### What you are asked to do
Each entry is to be restated word for word, with nothing omitted.

### Data
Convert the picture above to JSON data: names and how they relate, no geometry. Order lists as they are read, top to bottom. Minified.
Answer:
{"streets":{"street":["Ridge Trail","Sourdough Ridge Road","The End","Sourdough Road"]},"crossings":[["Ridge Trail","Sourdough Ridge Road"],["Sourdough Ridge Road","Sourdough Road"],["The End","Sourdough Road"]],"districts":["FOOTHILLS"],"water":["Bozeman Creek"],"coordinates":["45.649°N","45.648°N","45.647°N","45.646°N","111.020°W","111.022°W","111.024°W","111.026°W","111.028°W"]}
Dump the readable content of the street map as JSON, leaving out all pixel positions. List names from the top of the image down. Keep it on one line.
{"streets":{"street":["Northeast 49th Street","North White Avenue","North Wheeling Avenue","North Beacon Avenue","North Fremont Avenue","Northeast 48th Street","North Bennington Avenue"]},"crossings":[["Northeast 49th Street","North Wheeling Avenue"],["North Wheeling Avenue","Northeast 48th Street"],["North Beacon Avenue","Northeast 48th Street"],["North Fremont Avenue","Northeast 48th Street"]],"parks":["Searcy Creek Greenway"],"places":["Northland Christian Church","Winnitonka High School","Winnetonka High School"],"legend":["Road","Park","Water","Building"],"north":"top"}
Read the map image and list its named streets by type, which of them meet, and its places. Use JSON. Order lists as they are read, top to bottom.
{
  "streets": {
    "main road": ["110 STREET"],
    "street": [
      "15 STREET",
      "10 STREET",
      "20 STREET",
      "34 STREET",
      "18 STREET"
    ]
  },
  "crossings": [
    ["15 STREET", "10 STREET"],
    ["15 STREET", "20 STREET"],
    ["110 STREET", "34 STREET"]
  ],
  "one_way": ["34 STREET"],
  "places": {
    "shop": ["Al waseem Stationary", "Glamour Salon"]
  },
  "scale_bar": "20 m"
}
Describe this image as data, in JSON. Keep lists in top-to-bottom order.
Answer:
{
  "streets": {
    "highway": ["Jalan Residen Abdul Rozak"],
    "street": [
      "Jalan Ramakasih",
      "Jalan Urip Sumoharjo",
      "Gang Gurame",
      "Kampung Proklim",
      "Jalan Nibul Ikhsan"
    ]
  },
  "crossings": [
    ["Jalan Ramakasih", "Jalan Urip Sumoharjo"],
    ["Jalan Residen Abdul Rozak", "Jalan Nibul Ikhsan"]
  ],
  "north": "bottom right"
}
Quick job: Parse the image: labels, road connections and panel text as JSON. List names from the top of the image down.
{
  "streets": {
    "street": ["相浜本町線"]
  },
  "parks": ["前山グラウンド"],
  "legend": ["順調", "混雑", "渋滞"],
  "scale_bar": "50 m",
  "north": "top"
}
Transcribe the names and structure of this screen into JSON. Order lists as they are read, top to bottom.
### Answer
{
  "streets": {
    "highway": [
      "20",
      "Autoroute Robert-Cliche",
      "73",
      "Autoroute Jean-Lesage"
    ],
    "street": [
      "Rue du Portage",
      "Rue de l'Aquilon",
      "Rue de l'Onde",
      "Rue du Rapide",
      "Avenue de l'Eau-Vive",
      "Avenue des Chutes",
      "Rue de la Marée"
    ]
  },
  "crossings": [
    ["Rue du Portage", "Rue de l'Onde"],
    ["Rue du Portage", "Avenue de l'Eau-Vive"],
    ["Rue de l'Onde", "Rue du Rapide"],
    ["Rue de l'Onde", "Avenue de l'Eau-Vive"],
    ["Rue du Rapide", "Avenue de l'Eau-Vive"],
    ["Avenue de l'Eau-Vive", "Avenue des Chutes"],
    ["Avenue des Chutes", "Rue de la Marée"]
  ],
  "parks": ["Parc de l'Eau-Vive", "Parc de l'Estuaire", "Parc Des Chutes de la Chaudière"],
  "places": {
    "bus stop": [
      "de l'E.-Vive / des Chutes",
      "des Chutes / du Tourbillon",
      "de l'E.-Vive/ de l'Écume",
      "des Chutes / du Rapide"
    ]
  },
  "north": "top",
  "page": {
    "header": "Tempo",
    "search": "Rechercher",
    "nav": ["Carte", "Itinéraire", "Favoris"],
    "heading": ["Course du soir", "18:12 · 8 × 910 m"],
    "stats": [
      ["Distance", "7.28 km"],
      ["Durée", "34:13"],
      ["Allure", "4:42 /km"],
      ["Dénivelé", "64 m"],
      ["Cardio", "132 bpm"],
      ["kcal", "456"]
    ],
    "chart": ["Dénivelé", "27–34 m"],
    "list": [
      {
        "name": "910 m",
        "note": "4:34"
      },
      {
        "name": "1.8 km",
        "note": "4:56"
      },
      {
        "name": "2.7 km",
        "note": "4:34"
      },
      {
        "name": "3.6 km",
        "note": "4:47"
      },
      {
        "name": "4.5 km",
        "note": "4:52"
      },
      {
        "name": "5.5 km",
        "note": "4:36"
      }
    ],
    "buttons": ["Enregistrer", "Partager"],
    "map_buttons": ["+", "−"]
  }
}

### Finished exercise
Convert the picture above to JSON data: names and how they relate, no geometry. Order lists as they are read, top to bottom. Minified.
Answer:
{"streets":{"street":["Ridge Trail","Sourdough Ridge Road","The End","Sourdough Road"]},"crossings":[["Ridge Trail","Sourdough Ridge Road"],["Sourdough Ridge Road","Sourdough Road"],["The End","Sourdough Road"]],"districts":["FOOTHILLS"],"water":["Bozeman Creek"],"coordinates":["45.649°N","45.648°N","45.647°N","45.646°N","111.020°W","111.022°W","111.024°W","111.026°W","111.028°W"]}
Dump the readable content of the street map as JSON, leaving out all pixel positions. List names from the top of the image down. Keep it on one line.
{"streets":{"street":["Northeast 49th Street","North White Avenue","North Wheeling Avenue","North Beacon Avenue","North Fremont Avenue","Northeast 48th Street","North Bennington Avenue"]},"crossings":[["Northeast 49th Street","North Wheeling Avenue"],["North Wheeling Avenue","Northeast 48th Street"],["North Beacon Avenue","Northeast 48th Street"],["North Fremont Avenue","Northeast 48th Street"]],"parks":["Searcy Creek Greenway"],"places":["Northland Christian Church","Winnitonka High School","Winnetonka High School"],"legend":["Road","Park","Water","Building"],"north":"top"}
Read the map image and list its named streets by type, which of them meet, and its places. Use JSON. Order lists as they are read, top to bottom.
{
  "streets": {
    "main road": ["110 STREET"],
    "street": [
      "15 STREET",
      "10 STREET",
      "20 STREET",
      "34 STREET",
      "18 STREET"
    ]
  },
  "crossings": [
    ["15 STREET", "10 STREET"],
    ["15 STREET", "20 STREET"],
    ["110 STREET", "34 STREET"]
  ],
  "one_way": ["34 STREET"],
  "places": {
    "shop": ["Al waseem Stationary", "Glamour Salon"]
  },
  "scale_bar": "20 m"
}
Describe this image as data, in JSON. Keep lists in top-to-bottom order.
Answer:
{
  "streets": {
    "highway": ["Jalan Residen Abdul Rozak"],
    "street": [
      "Jalan Ramakasih",
      "Jalan Urip Sumoharjo",
      "Gang Gurame",
      "Kampung Proklim",
      "Jalan Nibul Ikhsan"
    ]
  },
  "crossings": [
    ["Jalan Ramakasih", "Jalan Urip Sumoharjo"],
    ["Jalan Residen Abdul Rozak", "Jalan Nibul Ikhsan"]
  ],
  "north": "bottom right"
}
Quick job: Parse the image: labels, road connections and panel text as JSON. List names from the top of the image down.
{
  "streets": {
    "street": ["相浜本町線"]
  },
  "parks": ["前山グラウンド"],
  "legend": ["順調", "混雑", "渋滞"],
  "scale_bar": "50 m",
  "north": "top"
}
Transcribe the names and structure of this screen into JSON. Order lists as they are read, top to bottom.
### Answer
{
  "streets": {
    "highway": [
      "20",
      "Autoroute Robert-Cliche",
      "73",
      "Autoroute Jean-Lesage"
    ],
    "street": [
      "Rue du Portage",
      "Rue de l'Aquilon",
      "Rue de l'Onde",
      "Rue du Rapide",
      "Avenue de l'Eau-Vive",
      "Avenue des Chutes",
      "Rue de la Marée"
    ]
  },
  "crossings": [
    ["Rue du Portage", "Rue de l'Onde"],
    ["Rue du Portage", "Avenue de l'Eau-Vive"],
    ["Rue de l'Onde", "Rue du Rapide"],
    ["Rue de l'Onde", "Avenue de l'Eau-Vive"],
    ["Rue du Rapide", "Avenue de l'Eau-Vive"],
    ["Avenue de l'Eau-Vive", "Avenue des Chutes"],
    ["Avenue des Chutes", "Rue de la Marée"]
  ],
  "parks": ["Parc de l'Eau-Vive", "Parc de l'Estuaire", "Parc Des Chutes de la Chaudière"],
  "places": {
    "bus stop": [
      "de l'E.-Vive / des Chutes",
      "des Chutes / du Tourbillon",
      "de l'E.-Vive/ de l'Écume",
      "des Chutes / du Rapide"
    ]
  },
  "north": "top",
  "page": {
    "header": "Tempo",
    "search": "Rechercher",
    "nav": ["Carte", "Itinéraire", "Favoris"],
    "heading": ["Course du soir", "18:12 · 8 × 910 m"],
    "stats": [
      ["Distance", "7.28 km"],
      ["Durée", "34:13"],
      ["Allure", "4:42 /km"],
      ["Dénivelé", "64 m"],
      ["Cardio", "132 bpm"],
      ["kcal", "456"]
    ],
    "chart": ["Dénivelé", "27–34 m"],
    "list": [
      {
        "name": "910 m",
        "note": "4:34"
      },
      {
        "name": "1.8 km",
        "note": "4:56"
      },
      {
        "name": "2.7 km",
        "note": "4:34"
      },
      {
        "name": "3.6 km",
        "note": "4:47"
      },
      {
        "name": "4.5 km",
        "note": "4:52"
      },
      {
        "name": "5.5 km",
        "note": "4:36"
      }
    ],
    "buttons": ["Enregistrer", "Partager"],
    "map_buttons": ["+", "−"]
  }
}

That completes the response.